_Directions for this task_.
Everything from the opening line of the listing below to the line that has "2px #cec1b1) drop-shadow(0", inclusive, should be returned exactly, except the pictures.
=-=-=-=-=
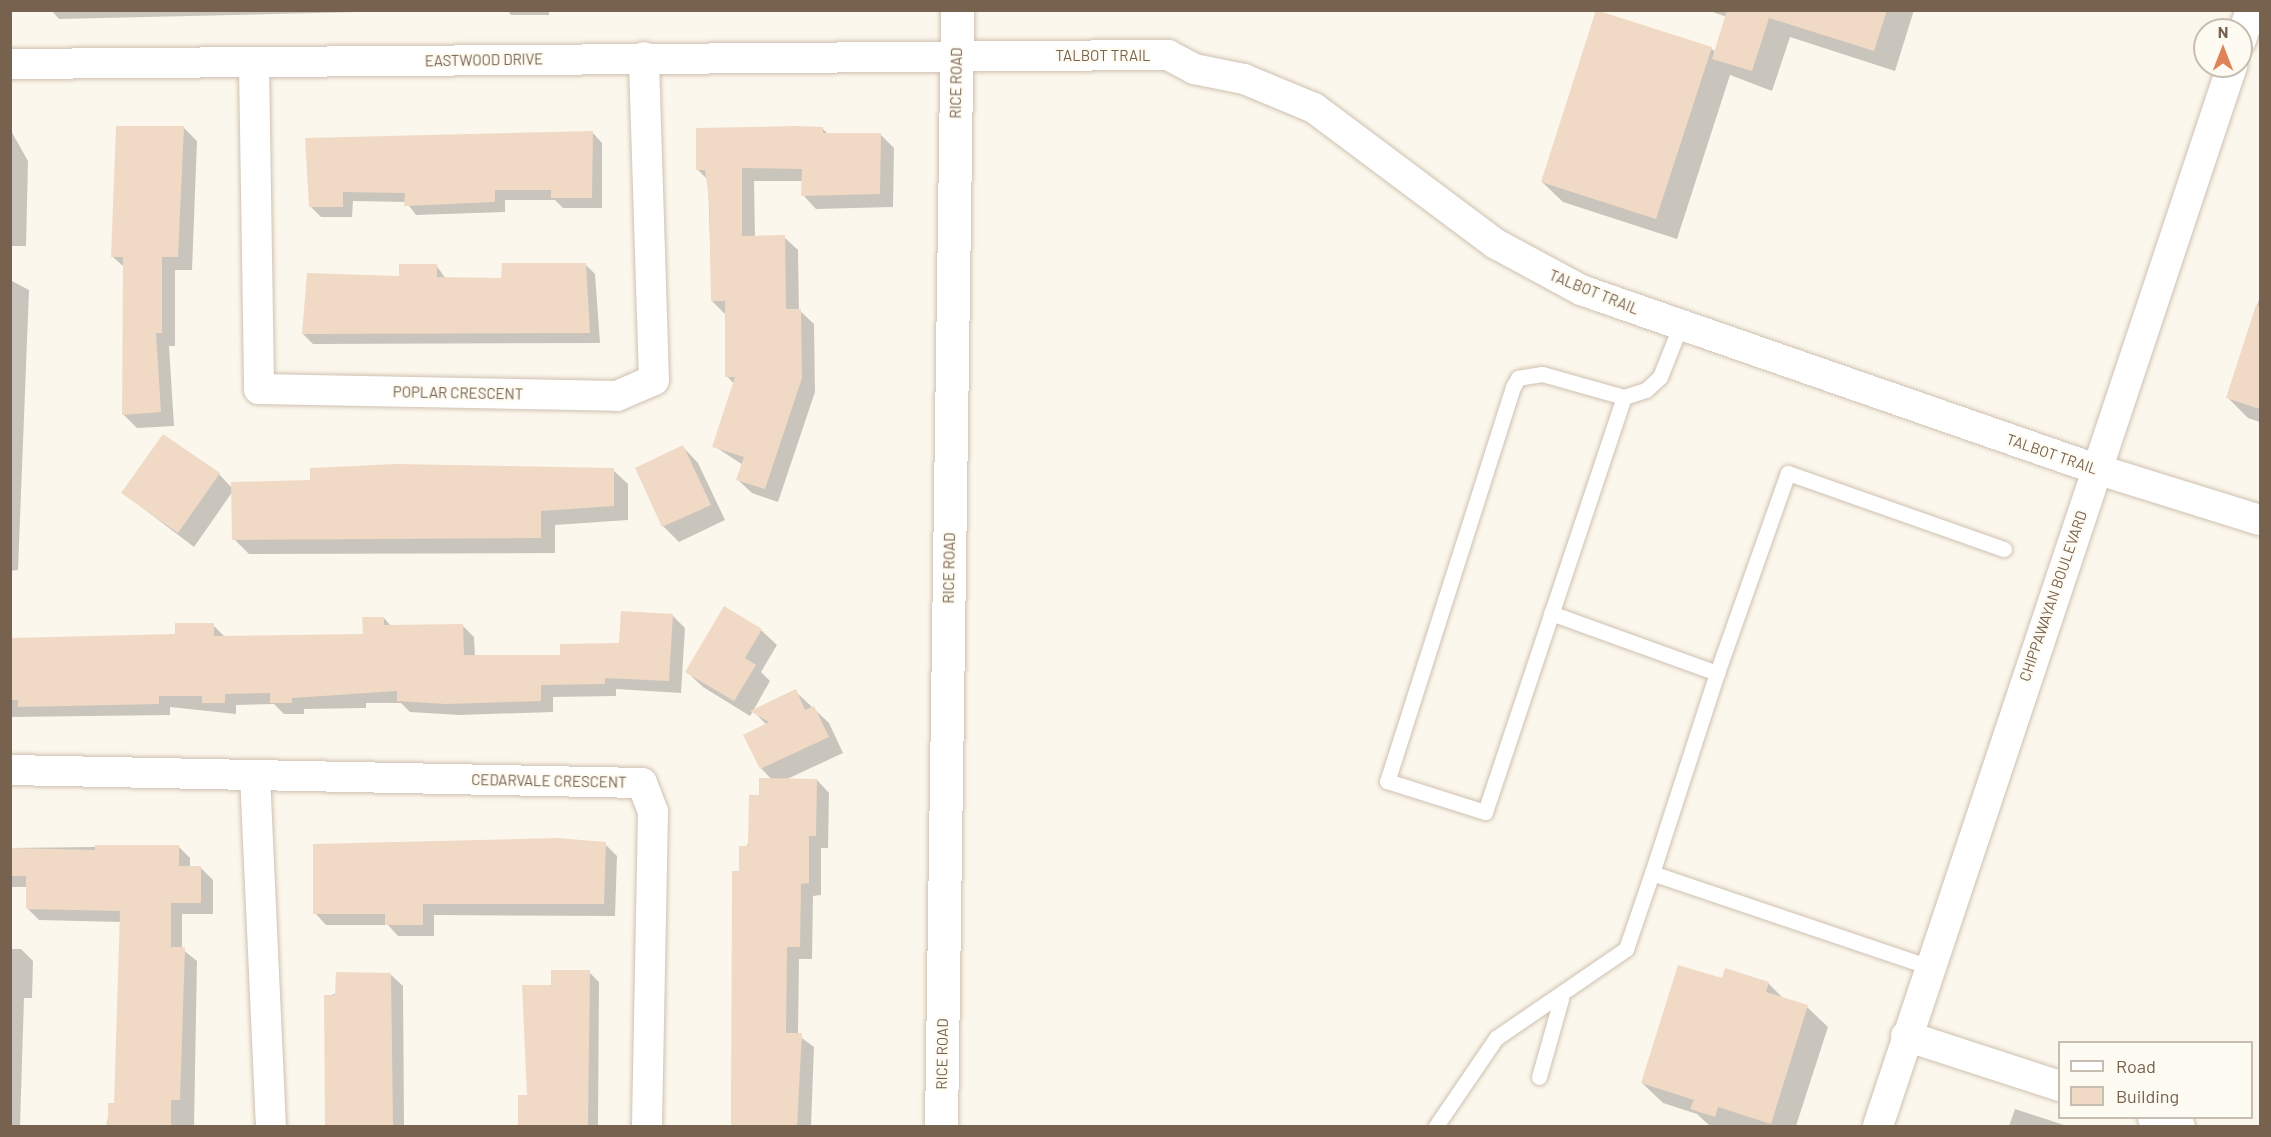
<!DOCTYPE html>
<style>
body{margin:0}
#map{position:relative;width:2271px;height:1137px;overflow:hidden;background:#fcf7ec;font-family:Barlow,sans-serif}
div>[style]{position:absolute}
.shadow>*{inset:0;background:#0003}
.building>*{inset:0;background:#f0dac5}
.roads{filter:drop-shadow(0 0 2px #cec1b1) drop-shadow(0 0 2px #cec1b1)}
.service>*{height:15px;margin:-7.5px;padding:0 7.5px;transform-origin:7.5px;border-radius:7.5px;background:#fff}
.minor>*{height:30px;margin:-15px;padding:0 15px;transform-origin:15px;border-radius:15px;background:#fff}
.tertiary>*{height:33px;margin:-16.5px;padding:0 16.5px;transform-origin:16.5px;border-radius:16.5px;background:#fff}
span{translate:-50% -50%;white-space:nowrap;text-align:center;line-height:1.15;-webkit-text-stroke:4.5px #fefbf2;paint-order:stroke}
.street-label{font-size:15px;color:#77614f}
.frame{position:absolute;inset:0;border:12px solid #77614f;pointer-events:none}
.legend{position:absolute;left:2058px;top:1041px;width:195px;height:78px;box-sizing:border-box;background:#fefbf2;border:2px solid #c8bdb1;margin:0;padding:8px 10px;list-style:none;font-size:18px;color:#77614f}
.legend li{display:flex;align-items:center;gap:12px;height:30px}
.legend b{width:30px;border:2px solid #c8bdb1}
.north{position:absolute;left:2193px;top:18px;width:60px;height:60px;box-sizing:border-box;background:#fefbf2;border:2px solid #c8bdb1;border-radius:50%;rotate:0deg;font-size:16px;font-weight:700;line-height:24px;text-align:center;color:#77614f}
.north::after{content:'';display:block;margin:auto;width:21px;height:27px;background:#df8458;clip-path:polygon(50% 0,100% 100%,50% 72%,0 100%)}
</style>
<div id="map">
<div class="shadow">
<div style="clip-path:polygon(51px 10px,443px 10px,59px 19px)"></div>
<div style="clip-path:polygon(507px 10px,549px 10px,549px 15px,511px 15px)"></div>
<div style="clip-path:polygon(639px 10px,727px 10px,727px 11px)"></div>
<div style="clip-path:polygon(772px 10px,883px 10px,883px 12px)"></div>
<div style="clip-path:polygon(1707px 10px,1914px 10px,1895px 71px,1790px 37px,1772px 91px,1730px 75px,1677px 239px,1563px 202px,1542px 182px,1711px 48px,1715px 52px,1727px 17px)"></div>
<div style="clip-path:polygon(183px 127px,197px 141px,192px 270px,175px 270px,175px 346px,169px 346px,174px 426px,137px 428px,123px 414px,125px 268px,113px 257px)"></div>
<div style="clip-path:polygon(822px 128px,828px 134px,881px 135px,894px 148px,893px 207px,816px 209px,803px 195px,803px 181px,754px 181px,755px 237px,784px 237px,798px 250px,799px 310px,814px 324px,815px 392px,778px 502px,752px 493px,738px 480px,743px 465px,714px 446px,734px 384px,727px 376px,726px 315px,712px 301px,708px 180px,698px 170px)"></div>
<div style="clip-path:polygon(10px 129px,28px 161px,26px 246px,10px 246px)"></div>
<div style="clip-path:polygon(592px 132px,602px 143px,602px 208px,563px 208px,555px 200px,505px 200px,505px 212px,416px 215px,406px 202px,353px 201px,352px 217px,321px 217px,310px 206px,307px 140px)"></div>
<div style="clip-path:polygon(585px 264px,595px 274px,600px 343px,313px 344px,303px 334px,401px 278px,436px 265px,446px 279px,503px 280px)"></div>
<div style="clip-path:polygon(10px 280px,29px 290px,18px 570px,10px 571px)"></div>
<div style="clip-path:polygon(2260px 296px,2260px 422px,2248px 418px,2228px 398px)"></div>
<div style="clip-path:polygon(683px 447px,698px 463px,725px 520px,679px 542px,663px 526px)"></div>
<div style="clip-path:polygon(613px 470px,628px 484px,628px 520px,555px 525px,555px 553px,249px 554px,234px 539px,233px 491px,194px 547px,123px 493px,219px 474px,233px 489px)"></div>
<div style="clip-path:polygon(673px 616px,685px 628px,681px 693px,616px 689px,616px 696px,553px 697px,553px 712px,459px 715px,410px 712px,401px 703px,366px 703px,366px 708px,304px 709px,304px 714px,284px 714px,274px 704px,236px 705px,236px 714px,170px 707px,170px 715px,10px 717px,10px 642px,177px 635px,213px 625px,225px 637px,364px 635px,384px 618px,391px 626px,462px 625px,474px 637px,475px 657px,561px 657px,620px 644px)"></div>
<div style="clip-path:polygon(761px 630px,777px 645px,761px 672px,770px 681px,753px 711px,795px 691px,829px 723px,843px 753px,785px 780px,817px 780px,829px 793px,828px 848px,821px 848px,821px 895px,813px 896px,812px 959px,799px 959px,798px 1035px,814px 1047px,811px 1126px,731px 1126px,734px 873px,740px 873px,760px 797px,772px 780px,761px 768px,767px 725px,753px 711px,750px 716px,703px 687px,687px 672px)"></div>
<div style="clip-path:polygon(605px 844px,617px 856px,615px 916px,434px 915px,434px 936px,398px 936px,388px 925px,326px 925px,315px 913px)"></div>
<div style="clip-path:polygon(178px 846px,190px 858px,190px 868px,201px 868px,213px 880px,213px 914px,182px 914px,182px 949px,197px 961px,194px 1126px,107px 1126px,109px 1104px,116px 1104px,121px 922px,39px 920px,27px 908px,28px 887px,10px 887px,10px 848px)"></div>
<div style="clip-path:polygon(10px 949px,21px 949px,33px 961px,32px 998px,24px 998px,20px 1126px,10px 1126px)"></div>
<div style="clip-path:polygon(589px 972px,599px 982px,598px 1126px,519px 1126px,520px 1096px,529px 1096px,552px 987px)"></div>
<div style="clip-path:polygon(390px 974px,403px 986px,404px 1126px,325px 1126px,326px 997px)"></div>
<div style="clip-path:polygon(1723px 980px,1768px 983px,1784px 999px,1807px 1007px,1828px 1027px,1796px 1126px,1710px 1126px,1697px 1114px,1663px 1103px,1642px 1083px)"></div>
<div style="clip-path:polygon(2015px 1109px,2067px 1126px,2009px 1126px)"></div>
</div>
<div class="building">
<div style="clip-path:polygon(1596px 10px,1712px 47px,1656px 219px,1541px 182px)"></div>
<div style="clip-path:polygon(1727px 10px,1887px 10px,1874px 51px,1769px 18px,1752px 71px,1712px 59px)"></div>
<div style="clip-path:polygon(116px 126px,184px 126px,178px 257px,162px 257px,162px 333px,156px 333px,161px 412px,122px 415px,123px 257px,111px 257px)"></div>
<div style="clip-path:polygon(797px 126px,823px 127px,823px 133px,881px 133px,880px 194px,801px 196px,802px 169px,742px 168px,742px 236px,785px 235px,786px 309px,801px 309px,802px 378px,765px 489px,736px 480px,744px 457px,712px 447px,735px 377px,725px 377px,725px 301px,711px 301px,709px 199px,705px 170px,696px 170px,696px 128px)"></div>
<div style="clip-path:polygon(593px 131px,592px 198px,551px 198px,551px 190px,495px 190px,495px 202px,404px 206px,405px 193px,343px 192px,343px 207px,309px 207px,305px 138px)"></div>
<div style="clip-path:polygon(502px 263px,586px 263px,590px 333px,302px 334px,307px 273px,399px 276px,399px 264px,437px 264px,437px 277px,501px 278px)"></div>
<div style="clip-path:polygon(2256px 305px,2260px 306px,2260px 409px,2226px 398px)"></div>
<div style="clip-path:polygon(163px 434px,220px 473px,178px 533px,121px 493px)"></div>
<div style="clip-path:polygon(683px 445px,711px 505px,662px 527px,635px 468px)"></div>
<div style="clip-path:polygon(396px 464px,614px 468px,614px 506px,541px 511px,541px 538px,232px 540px,231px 482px,310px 480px,310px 468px)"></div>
<div style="clip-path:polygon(724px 606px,762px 629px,745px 658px,756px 665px,734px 701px,685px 672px)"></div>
<div style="clip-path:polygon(621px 611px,673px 614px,669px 681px,605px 678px,605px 684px,541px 685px,541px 701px,446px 704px,397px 701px,397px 691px,292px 698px,292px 703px,270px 703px,270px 693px,225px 694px,225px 703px,202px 703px,202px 696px,159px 696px,159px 704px,18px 707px,18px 700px,10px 700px,10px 638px,175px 634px,175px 623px,214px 623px,214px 636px,363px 634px,362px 617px,384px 617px,384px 625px,463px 624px,464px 655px,560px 655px,560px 644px,619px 643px)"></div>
<div style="clip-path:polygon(796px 689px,805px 710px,814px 706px,829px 737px,760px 769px,743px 735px,769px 722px,750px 711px)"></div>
<div style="clip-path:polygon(759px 778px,817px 779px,816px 836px,809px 836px,809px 883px,801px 884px,800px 947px,787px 947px,786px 1033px,802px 1033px,797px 1126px,731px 1126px,732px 871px,739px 871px,739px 846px,748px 846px,749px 795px,759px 795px)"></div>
<div style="clip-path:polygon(557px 838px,606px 842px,604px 904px,423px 904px,423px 925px,385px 925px,385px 914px,313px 914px,313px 844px)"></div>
<div style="clip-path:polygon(95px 845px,179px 845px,179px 866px,201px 866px,201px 903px,171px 903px,171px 947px,185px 947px,180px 1100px,171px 1100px,171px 1126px,108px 1126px,108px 1103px,114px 1103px,120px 911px,26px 909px,26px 876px,10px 876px,10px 848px,95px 850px)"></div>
<div style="clip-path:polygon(1678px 965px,1722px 978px,1725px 968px,1769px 982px,1766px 992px,1808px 1005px,1771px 1124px,1718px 1107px,1715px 1117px,1690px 1109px,1694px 1100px,1641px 1083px)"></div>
<div style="clip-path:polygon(551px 970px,590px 970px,588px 1126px,518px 1126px,518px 1095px,527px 1095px,522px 985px,551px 985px)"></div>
<div style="clip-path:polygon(336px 972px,391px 973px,393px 1126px,325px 1126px,324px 995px,335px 995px)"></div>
</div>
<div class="roads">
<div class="service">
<div style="left:1624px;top:397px;width:85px;rotate:-164.3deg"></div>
<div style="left:1542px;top:374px;width:24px;rotate:171deg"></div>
<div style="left:1518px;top:378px;width:10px;rotate:119deg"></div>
<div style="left:1513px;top:387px;width:414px;rotate:107.7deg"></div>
<div style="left:1387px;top:781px;width:103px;rotate:17.6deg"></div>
<div style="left:1485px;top:812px;width:438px;rotate:-71.5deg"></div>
<div style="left:1624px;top:397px;width:23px;rotate:-18deg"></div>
<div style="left:1646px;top:390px;width:19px;rotate:-43deg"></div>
<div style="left:1660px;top:377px;width:57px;rotate:-68.4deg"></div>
<div style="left:1551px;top:613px;width:177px;rotate:19.9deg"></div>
<div style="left:1717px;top:673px;width:212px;rotate:-70.5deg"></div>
<div style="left:1788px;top:473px;width:229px;rotate:19.4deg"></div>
<div style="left:1717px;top:673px;width:210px;rotate:108deg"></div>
<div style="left:1652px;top:873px;width:293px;rotate:18.7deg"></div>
<div style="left:1539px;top:1077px;width:81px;rotate:-74.2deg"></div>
<div style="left:1436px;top:1126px;width:107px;rotate:-55.7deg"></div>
<div style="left:1496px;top:1038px;width:158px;rotate:-34.4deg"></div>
<div style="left:1626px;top:949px;width:80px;rotate:-71.1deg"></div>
</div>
<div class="minor">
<div style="left:2241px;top:40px;width:32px;rotate:-72deg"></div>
<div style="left:10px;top:64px;width:1158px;rotate:-0.45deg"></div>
<div style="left:1168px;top:55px;width:30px;rotate:28deg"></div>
<div style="left:1194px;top:69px;width:51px;rotate:11.3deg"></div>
<div style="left:1244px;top:79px;width:76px;rotate:22.5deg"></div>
<div style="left:1314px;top:108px;width:227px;rotate:36.8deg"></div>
<div style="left:1496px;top:244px;width:97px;rotate:28.4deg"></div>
<div style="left:1581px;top:290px;width:545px;rotate:19.17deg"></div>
<div style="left:2096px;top:469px;width:172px;rotate:17.3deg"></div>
<div style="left:254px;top:64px;width:325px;rotate:89.1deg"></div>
<div style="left:259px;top:389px;width:358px;rotate:1.1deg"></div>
<div style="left:617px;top:396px;width:40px;rotate:-23.4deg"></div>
<div style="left:654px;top:380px;width:323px;rotate:-91.8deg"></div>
<div style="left:10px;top:770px;width:632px;rotate:1.18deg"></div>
<div style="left:642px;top:783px;width:31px;rotate:69deg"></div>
<div style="left:653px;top:812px;width:314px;rotate:91.1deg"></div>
<div style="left:255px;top:775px;width:351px;rotate:87.4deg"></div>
<div style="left:1906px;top:1036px;width:162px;rotate:18deg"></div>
<div style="left:2153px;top:1118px;width:28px;rotate:17deg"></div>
<div style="left:1878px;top:1126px;width:1118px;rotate:-71.53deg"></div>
</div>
<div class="tertiary">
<div style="left:941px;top:1126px;width:1116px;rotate:-89.18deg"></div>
</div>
</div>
<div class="street-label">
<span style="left:1103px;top:56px">TALBOT TRAIL</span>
<span style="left:484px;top:60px;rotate:-1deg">EASTWOOD DRIVE</span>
<span style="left:956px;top:83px;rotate:-89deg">RICE ROAD</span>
<span style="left:1594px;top:292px;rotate:22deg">TALBOT TRAIL</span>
<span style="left:458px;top:393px;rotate:1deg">POPLAR CRESCENT</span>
<span style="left:2052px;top:454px;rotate:19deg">TALBOT TRAIL</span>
<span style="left:949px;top:568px;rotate:-89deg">RICE ROAD</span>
<span style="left:2053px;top:596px;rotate:-71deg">CHIPPAWAYAN BOULEVARD</span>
<span style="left:549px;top:781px;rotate:1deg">CEDARVALE CRESCENT</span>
<span style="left:942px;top:1054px;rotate:-89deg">RICE ROAD</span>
</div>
<div class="frame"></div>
<ul class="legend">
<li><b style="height:8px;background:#fff"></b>Road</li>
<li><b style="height:16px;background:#f0dac5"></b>Building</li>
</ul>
<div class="north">N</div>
</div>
=-=-=-=-=
_Solution_.
<!DOCTYPE html>
<style>
body{margin:0}
#map{position:relative;width:2271px;height:1137px;overflow:hidden;background:#fcf7ec;font-family:Barlow,sans-serif}
div>[style]{position:absolute}
.shadow>*{inset:0;background:#0003}
.building>*{inset:0;background:#f0dac5}
.roads{filter:drop-shadow(0 0 2px #cec1b1) drop-shadow(0 0 2px #cec1b1)}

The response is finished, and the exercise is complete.